Every day local papers (yes, we still read them because they are a brilliant way to forecast and glean the tea leaves) are now chock full of social, mobile, app, gaming mania. I love the entrepreneurial spirit of my native region, and I’m the first one to celebrate start-ups, venture capital, IPOs and people with ideas enjoying the fruits of their labor. It’s the American dream.

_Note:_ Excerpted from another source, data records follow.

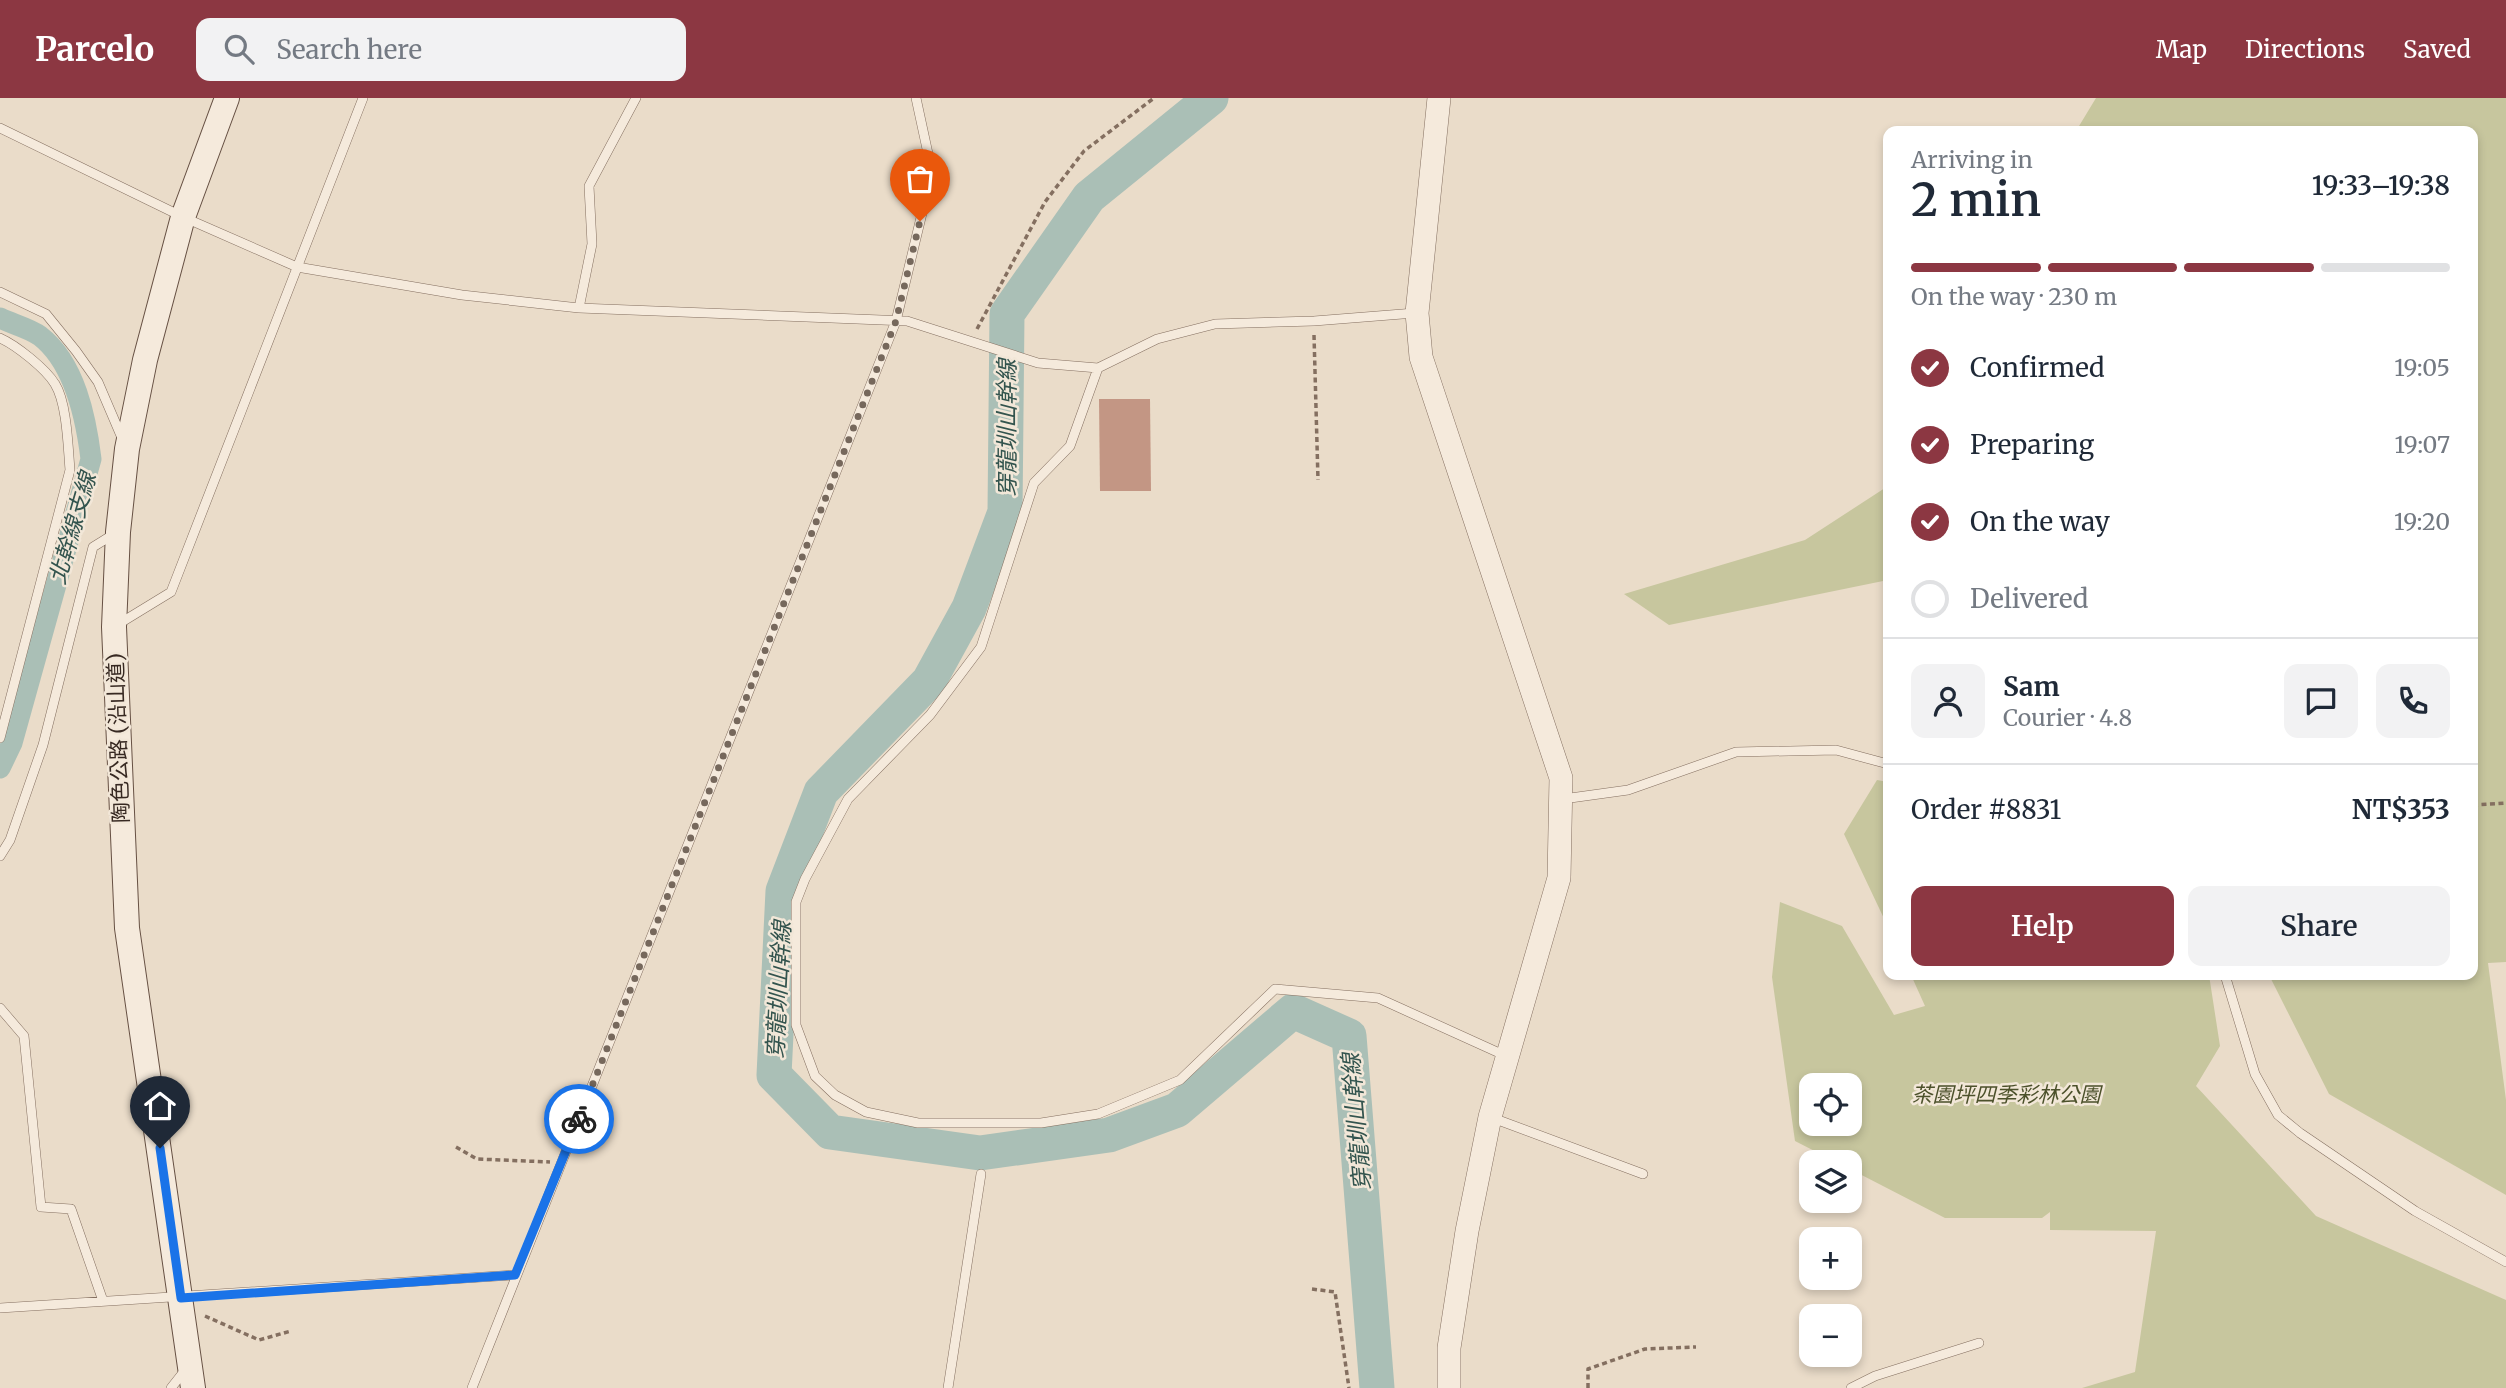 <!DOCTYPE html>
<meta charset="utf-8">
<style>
:root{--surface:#fff;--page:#f2f2f3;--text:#1f2937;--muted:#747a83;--line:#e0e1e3;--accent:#8c3742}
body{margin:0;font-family:Merriweather,"Noto Sans TC",serif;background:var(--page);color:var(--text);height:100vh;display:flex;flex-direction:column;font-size:26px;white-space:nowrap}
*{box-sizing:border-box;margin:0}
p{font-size:23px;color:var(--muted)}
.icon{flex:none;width:38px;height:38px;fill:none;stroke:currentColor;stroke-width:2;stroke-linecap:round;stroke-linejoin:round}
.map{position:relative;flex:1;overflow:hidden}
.side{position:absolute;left:1883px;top:28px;width:595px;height:854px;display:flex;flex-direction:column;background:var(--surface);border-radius:14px;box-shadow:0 4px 10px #0003}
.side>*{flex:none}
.tools{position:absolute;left:1799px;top:975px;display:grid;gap:14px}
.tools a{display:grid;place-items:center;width:63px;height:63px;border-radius:14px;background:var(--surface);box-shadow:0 4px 10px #0003;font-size:35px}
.pin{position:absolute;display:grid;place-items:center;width:60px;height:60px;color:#fff;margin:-72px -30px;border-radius:50% 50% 50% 0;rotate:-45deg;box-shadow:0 0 7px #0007}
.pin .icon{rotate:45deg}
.courier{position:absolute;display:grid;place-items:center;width:70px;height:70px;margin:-35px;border:5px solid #1a73e8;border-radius:50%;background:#fff;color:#222;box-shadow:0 2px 9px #0007}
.summary em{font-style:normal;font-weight:600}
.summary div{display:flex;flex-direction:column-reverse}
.summary{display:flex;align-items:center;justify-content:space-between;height:119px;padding:0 28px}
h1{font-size:46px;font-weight:600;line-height:52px}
.bar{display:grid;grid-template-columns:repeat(4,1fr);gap:10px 7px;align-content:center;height:84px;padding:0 28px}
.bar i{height:9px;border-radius:5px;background:var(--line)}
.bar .current{background:var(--accent)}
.bar p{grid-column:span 4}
.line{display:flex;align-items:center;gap:18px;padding:0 28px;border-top:2px solid var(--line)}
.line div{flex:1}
.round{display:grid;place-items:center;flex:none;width:74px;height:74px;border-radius:14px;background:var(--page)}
ol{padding:0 28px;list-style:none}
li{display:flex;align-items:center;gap:21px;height:77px}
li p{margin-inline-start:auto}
li .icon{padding:7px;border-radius:50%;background:var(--accent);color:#fff;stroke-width:4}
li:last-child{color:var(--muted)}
li i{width:38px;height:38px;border:4px solid var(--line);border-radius:50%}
.action{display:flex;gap:14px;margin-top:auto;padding:14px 28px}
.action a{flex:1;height:80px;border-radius:14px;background:var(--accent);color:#fff;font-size:28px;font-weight:600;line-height:80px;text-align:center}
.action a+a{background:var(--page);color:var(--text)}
header{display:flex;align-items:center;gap:42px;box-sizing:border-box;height:98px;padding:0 35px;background:var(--accent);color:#fff}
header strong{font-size:33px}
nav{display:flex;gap:38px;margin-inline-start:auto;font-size:24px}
.search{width:490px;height:63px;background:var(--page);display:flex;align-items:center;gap:18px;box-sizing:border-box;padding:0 24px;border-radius:14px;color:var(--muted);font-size:26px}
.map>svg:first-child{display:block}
.green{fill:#c7c69e;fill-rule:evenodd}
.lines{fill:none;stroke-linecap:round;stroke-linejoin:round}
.canal{stroke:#aabfb6;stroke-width:21}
.river{stroke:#aabfb6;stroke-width:35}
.building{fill:#c39684}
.service-casing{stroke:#846f60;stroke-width:10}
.tertiary-casing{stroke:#846f60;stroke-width:24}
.secondary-casing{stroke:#665043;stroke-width:26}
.path{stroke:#846f60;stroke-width:3.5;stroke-dasharray:5 3.5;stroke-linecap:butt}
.service{stroke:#f5eadc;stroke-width:9}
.tertiary{stroke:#f5eadc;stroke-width:23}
.secondary{stroke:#f5eadc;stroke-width:24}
.done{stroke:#76685c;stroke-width:7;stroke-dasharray:0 12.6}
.route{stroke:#1a73e8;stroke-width:9}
.labels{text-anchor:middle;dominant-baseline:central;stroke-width:5;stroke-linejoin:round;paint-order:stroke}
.street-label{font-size:21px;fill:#372922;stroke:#f2e7d8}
.park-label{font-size:21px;font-style:italic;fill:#4c512b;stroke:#f2e7d8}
.water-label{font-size:23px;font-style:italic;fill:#33544e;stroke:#f2e7d8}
</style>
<header>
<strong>Parcelo</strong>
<div class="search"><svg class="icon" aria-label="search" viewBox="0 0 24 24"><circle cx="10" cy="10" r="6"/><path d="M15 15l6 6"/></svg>Search here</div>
<nav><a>Map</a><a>Directions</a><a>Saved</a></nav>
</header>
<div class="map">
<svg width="2506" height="1290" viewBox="0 0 2506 1290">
<rect width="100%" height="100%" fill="#eadcc9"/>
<path class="green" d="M 2096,0 L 2506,0 L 2506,864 L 2488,865 L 2506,1002 L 2506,1097 L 2329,996 L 2269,877 L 2473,877 L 2473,33 L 2076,33 Z
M 1888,388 L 1888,482 L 1669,527 L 1624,496 L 1805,442 Z
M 1877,682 L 1888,684 L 1888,829 L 1844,736 Z
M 1780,804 L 1842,828 L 1894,917 L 1925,908 L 1911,877 L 2209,877 L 2220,948 L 2196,988 L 2316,1118 L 2506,1202 L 2506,1290 L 2082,1290 L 2135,1274 L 2156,1133 L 2050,1132 L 2050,1114 L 2042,1120 L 1945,1120 L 1850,1071 L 1850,1064 L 1836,1064 L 1795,1043 L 1772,879 ZM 1850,987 L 1850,1026 L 1811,1026 L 1811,987 Z"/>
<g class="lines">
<path class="canal" d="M 0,220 C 12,226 29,230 40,238 C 75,265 86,320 91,361 L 12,645 L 0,670"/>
<path class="river" d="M 1211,0 L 1089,99 L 1007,216 L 1005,414 L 969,510 L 929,583 L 821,694 L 783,793 L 774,977 L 830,1034 L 980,1055 L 1109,1037 L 1177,1012 L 1293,913 L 1349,938 L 1377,1290"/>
</g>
<path class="building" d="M 1099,301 L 1150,301 L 1151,393 L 1100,393 Z"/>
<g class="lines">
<g class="service-casing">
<path id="service" d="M 0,30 L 183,119 L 297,169 L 462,197 L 579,210 L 907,223 L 1038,265 L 1098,270 L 1157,241 L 1215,226 L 1314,223 L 1415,215
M 0,194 L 46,216 L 76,253 L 98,284 L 122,340
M 579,210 L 592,146 L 589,88 L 636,0
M 0,240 C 16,247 46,271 55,286 C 67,305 68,349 70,372 L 0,640
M 1098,270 L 1070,348 L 1034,385 L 981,549 L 930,617 L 848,701 L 805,781 L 796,804 L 796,927 L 815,978 L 835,997 L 866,1014 L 918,1025 L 1041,1025 L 1098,1016 L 1180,982 L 1275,891 L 1378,900 L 1506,958
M 117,527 L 171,494 L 363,0
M 1563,701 L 1628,692 L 1736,654 L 1836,652 L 1888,666
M 0,758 L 10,742 L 43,647 L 93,449 L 114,436
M 2225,877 L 2255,976 L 2278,1017 L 2300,1035 L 2415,1113 L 2506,1164
M 0,910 L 24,938 L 41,1109 L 71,1111 L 103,1203
M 1490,1019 L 1643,1076
M 0,1210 L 515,1177
M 171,1290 L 186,1271
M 472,1290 L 896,223 L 932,74 L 916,0
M 948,1290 L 981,1076
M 1851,1290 L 1875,1278 L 1979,1245"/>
</g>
<g class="tertiary-casing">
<path id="tertiary" d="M 1439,0 L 1417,215 L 1421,259 L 1561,680 L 1559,780 L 1490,1019 L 1467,1133 L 1449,1250 L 1449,1290"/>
</g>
<g class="secondary-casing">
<path id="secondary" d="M 193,1290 L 127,830 L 114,529 L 118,434 L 127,351 L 145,262 L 183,119 L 227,0"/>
</g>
<path class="path" d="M 977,231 L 1045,104 L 1084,53 L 1154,0
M 1314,237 L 1318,382
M 2473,707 L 2506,705
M 456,1049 L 477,1061 L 550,1064
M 1312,1191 L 1335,1194 L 1349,1290
M 205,1218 L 259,1242 L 291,1233
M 1588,1290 L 1588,1271 L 1645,1251 L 1696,1249"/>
<use href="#service" class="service"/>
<use href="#tertiary" class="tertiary"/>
<use href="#secondary" class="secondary"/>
</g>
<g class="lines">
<path class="done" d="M 579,1021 L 896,223 L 920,123"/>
<path class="route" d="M 160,1050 L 181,1200 L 515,1177 L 579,1021"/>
</g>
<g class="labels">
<g class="street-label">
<text transform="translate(118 640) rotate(-92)">陶色公路 (沿山道)</text>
</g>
<g class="park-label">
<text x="2006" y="996">茶園坪四季彩林公園</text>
</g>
<g class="water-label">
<text transform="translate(1006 330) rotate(-90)">穿龍圳山幹線</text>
<text transform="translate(72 430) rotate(-74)">北幹線支線</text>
<text transform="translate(778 892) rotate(-87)">穿龍圳山幹線</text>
<text transform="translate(1356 1024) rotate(-95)">穿龍圳山幹線</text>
</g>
</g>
</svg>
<div class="tools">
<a><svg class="icon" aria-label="locate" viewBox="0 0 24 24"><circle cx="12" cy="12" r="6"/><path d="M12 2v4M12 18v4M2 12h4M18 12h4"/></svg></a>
<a><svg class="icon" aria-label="layers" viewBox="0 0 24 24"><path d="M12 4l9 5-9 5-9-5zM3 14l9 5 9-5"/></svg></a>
<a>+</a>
<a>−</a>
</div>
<div class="pin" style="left:920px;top:123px;background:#ea580c"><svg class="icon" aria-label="bag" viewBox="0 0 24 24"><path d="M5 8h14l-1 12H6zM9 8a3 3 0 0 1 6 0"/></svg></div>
<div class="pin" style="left:160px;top:1050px;background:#1f2937"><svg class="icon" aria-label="home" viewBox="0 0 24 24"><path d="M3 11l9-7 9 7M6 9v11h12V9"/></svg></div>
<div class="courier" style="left:579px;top:1021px"><svg class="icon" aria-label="bike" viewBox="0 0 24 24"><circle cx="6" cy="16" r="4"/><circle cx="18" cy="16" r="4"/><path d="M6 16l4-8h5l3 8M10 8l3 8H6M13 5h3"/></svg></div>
<section class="side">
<div class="summary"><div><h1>2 min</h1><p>Arriving in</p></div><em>19:33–19:38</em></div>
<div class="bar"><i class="current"></i><i class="current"></i><i class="current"></i><i></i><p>On the way · 230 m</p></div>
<ol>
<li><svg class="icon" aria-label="check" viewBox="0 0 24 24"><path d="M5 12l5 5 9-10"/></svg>Confirmed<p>19:05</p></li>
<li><svg class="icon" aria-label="check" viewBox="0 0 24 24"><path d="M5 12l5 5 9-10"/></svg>Preparing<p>19:07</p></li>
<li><svg class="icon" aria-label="check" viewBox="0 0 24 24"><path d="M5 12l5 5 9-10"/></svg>On the way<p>19:20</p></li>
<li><i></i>Delivered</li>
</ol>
<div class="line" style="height:126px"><a class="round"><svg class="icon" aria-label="person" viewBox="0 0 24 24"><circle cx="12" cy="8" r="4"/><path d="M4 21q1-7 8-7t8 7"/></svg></a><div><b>Sam</b><p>Courier · 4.8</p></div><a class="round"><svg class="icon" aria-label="chat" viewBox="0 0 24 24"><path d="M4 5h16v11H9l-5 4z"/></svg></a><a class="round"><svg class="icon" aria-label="phone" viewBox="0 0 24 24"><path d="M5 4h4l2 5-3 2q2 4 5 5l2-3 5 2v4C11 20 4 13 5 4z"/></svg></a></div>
<div class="line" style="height:91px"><div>Order #8831</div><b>NT$353</b></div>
<div class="action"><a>Help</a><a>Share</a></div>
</section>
</div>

What I do get concerned about is stock prices that double on the day they go out (LinkedIn) and the all too fevered pitch debating whether Groupon is like Yahoo!, a first mover that will lose its advantage, OR like Amazon which took a whipping for whopping losses only to become and remain dominant. And when we call all these firms ‘Internet stocks’ without distinction – Amazon is a retailer really – so was Pets.com—we lose our way. They happened to use the web along with boxes, FedEx and lots of airplanes and jet fuel to move their goods from their doorstep to yours. That doesn’t make them necessarily good or bad. Their business fundamentals, the way they ride the trends and tap into customer psyche, their long term competitive advantage and differentiation, how well they are run and are managed, whether they are able to make money over the long term. That is what matters and those distinctions are getting lost in the latest barrage of hype.

Photo by D Sharon Pruitt

Photo by D Sharon Pruitt

Sucharita Mulpuru is an online analyst at Forrester and was quoted this weekend in the Wall Street Journal, ‘It’s totally like 1999,’ saying it was crazy to lose so much money. Securities analysts are looking at Amazon and Yahoo! in the same article. But in reality, none of that matters. Does having a field sales force signing up businesses like mad, harkening back to the era of yellow pages, make for a long term competitive advantage? This analyst thinks that for a while, maybe, but in the long term perhaps not. Facebook, Apple, Google and the ability for every merchant to go direct to consumer in an era where mobile and web marketing and advertising spending are still going to be dominated by investing in their own sites/mobile apps leads me to say why.

As the story unfolds, I will stay focused on money and marketing within the information industry while keeping an eye on Silicon Valley. They are currently growing like gangbusters while information solutions and services chugs along at 4% growth; It is the tortoise versus the hare circa 2011. I will take Thomson Reuters over Pets.com any day. IHS over Groupon? You bet.